[Collected data]
______

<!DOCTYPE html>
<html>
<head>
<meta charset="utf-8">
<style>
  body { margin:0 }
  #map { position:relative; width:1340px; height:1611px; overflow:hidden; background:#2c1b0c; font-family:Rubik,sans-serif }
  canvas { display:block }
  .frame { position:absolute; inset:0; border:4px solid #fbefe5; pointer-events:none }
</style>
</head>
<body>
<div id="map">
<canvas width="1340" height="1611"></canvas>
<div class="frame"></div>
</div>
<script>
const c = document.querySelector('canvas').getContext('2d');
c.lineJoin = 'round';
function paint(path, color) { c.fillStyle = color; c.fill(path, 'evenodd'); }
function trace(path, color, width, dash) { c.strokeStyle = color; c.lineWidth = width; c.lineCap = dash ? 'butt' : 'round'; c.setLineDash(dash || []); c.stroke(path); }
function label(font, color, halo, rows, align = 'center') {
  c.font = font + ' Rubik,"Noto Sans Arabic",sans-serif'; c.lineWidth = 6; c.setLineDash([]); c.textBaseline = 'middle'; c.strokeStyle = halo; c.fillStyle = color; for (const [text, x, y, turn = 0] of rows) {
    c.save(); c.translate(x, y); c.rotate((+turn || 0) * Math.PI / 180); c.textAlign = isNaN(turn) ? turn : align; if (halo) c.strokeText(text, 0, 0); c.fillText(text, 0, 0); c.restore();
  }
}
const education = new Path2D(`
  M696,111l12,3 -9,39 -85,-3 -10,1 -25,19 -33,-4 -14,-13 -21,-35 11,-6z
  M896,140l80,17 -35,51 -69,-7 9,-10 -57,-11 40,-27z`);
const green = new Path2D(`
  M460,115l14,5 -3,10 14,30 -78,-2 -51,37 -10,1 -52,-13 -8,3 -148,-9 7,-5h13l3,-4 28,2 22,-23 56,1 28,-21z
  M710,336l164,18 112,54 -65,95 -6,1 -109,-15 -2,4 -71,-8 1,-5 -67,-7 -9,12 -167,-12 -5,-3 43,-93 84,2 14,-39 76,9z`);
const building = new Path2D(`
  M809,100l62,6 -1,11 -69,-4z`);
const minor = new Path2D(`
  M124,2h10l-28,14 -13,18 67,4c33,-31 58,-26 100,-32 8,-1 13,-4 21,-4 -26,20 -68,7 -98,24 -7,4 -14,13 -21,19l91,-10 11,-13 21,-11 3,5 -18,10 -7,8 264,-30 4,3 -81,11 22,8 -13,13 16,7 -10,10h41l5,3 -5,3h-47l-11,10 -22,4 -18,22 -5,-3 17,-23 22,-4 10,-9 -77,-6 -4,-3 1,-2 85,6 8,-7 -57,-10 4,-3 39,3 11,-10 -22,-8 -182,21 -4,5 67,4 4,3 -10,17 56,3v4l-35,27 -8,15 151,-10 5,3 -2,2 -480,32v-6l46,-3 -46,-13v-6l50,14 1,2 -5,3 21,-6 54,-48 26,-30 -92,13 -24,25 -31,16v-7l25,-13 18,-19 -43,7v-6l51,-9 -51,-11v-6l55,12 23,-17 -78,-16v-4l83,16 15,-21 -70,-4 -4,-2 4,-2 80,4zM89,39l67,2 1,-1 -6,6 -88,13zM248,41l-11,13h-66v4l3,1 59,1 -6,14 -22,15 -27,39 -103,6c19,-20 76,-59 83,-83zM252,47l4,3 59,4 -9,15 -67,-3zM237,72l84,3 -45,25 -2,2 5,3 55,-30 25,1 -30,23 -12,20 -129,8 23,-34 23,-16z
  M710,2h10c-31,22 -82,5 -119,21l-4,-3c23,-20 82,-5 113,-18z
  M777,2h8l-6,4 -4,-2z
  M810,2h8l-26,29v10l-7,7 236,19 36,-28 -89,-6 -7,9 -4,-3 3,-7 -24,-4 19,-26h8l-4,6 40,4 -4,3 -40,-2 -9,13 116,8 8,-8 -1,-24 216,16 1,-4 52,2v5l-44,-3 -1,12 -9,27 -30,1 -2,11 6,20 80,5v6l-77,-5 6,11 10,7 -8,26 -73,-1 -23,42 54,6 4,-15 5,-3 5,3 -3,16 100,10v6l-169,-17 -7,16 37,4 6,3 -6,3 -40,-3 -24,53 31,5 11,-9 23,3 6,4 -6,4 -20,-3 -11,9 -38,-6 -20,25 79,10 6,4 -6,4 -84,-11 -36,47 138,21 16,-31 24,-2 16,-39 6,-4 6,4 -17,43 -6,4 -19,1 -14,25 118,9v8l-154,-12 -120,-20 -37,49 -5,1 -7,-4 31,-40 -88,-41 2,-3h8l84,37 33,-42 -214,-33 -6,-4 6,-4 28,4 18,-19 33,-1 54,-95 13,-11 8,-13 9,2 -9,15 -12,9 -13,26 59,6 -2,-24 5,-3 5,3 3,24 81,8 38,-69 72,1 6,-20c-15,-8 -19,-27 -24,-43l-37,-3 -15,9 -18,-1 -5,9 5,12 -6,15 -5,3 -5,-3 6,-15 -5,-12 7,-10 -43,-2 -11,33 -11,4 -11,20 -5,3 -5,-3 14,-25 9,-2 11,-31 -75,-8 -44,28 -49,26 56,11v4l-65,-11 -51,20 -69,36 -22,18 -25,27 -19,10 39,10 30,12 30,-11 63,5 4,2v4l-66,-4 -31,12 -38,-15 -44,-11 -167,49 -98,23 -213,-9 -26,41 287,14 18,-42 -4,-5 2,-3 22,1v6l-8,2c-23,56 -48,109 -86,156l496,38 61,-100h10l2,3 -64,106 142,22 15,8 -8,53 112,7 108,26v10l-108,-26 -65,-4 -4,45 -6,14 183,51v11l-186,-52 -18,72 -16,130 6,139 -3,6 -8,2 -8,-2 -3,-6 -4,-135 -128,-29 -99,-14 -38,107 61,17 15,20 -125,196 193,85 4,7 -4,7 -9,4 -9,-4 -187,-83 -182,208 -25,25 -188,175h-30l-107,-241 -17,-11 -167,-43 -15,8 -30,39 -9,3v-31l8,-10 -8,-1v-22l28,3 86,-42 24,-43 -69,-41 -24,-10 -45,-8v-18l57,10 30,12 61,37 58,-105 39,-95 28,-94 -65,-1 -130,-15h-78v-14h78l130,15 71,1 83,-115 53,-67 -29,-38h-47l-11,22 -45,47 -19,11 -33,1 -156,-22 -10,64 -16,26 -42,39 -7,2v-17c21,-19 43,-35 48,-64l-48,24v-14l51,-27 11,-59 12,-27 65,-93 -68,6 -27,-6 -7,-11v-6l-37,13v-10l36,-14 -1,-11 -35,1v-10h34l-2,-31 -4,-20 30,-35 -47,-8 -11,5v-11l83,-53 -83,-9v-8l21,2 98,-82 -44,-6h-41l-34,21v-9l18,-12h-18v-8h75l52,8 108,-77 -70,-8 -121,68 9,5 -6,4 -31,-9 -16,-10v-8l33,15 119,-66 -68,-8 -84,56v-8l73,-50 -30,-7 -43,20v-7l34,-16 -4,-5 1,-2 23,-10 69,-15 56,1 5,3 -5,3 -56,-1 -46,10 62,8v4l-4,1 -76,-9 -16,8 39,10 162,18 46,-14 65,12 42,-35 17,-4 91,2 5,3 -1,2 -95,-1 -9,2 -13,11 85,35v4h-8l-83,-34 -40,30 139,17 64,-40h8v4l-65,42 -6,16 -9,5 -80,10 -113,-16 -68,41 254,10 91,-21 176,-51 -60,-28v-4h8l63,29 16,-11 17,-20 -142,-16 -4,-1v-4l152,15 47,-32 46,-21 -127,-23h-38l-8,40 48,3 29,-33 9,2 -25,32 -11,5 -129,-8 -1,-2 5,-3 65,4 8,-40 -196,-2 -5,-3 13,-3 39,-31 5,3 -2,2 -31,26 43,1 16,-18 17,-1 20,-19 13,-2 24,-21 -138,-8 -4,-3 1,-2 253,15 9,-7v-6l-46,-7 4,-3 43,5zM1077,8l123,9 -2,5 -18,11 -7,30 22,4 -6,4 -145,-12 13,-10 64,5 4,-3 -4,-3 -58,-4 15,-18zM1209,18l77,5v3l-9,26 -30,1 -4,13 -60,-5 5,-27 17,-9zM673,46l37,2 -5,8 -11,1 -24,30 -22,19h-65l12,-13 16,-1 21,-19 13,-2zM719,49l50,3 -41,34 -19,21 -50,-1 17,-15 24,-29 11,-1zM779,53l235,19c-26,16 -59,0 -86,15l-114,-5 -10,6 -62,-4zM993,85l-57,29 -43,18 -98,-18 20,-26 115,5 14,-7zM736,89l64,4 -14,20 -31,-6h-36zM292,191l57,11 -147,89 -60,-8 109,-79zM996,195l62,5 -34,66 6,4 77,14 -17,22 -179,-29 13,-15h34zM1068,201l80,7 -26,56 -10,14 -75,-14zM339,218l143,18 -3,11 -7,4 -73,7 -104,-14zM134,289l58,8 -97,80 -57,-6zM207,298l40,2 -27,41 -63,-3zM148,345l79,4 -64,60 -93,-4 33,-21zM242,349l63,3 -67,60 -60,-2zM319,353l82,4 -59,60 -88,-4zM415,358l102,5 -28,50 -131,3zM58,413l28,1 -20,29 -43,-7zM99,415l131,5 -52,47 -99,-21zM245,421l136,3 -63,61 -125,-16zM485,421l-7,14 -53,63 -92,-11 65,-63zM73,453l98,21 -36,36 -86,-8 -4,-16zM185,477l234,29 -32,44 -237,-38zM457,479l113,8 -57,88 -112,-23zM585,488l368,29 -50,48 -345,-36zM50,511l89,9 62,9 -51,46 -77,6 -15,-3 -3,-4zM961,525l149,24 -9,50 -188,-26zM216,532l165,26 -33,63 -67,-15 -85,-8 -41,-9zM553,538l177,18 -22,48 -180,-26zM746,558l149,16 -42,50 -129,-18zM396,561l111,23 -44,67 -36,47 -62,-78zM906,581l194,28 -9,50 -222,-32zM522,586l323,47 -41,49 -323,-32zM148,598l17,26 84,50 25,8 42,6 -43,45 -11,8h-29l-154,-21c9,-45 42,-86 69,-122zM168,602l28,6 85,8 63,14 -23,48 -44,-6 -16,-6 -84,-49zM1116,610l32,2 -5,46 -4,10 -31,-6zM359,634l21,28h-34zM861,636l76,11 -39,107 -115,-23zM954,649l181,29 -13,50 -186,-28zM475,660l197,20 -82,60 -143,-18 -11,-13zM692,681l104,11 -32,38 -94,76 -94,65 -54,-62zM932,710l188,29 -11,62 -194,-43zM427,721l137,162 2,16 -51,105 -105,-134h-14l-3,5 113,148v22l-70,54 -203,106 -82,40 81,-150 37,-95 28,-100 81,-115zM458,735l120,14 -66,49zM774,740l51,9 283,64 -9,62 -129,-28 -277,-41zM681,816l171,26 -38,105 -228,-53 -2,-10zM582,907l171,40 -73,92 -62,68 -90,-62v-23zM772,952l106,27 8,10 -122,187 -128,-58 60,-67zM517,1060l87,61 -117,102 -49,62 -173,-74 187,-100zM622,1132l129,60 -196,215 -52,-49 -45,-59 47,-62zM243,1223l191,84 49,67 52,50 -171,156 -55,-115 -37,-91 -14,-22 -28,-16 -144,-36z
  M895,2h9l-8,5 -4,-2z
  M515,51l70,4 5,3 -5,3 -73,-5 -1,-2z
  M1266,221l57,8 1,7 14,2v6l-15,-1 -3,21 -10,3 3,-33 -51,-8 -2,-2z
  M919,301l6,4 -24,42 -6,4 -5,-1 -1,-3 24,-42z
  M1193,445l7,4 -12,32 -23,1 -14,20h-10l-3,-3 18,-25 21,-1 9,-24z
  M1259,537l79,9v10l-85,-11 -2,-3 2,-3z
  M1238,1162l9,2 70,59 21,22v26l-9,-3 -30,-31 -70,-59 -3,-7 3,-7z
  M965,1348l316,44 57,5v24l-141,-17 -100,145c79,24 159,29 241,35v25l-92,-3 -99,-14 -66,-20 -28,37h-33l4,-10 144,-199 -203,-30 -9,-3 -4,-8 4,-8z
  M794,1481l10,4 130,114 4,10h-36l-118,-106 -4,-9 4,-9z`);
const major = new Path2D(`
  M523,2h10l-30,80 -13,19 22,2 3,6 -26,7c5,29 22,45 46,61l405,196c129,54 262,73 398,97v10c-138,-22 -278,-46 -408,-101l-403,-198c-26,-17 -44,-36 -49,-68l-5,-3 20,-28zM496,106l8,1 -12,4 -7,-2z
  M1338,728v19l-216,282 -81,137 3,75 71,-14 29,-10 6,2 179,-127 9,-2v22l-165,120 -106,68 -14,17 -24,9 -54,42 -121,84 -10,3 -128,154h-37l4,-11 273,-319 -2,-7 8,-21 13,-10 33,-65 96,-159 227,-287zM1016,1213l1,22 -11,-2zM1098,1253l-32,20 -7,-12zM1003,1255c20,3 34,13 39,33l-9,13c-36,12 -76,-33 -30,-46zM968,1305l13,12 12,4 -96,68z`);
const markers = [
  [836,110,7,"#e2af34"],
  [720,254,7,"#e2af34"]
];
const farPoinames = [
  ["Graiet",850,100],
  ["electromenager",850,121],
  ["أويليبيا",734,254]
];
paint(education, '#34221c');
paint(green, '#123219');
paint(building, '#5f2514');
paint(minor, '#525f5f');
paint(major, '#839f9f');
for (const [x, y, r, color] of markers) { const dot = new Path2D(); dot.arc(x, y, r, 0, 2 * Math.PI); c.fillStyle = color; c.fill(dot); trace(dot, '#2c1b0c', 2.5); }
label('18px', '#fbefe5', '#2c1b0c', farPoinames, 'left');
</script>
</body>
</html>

______

WORK TO BE COMPLETED — Determine how many lines in the records include the word "rows", and reply with that number alone.

SOLUTION TO THE PROBLEM — 2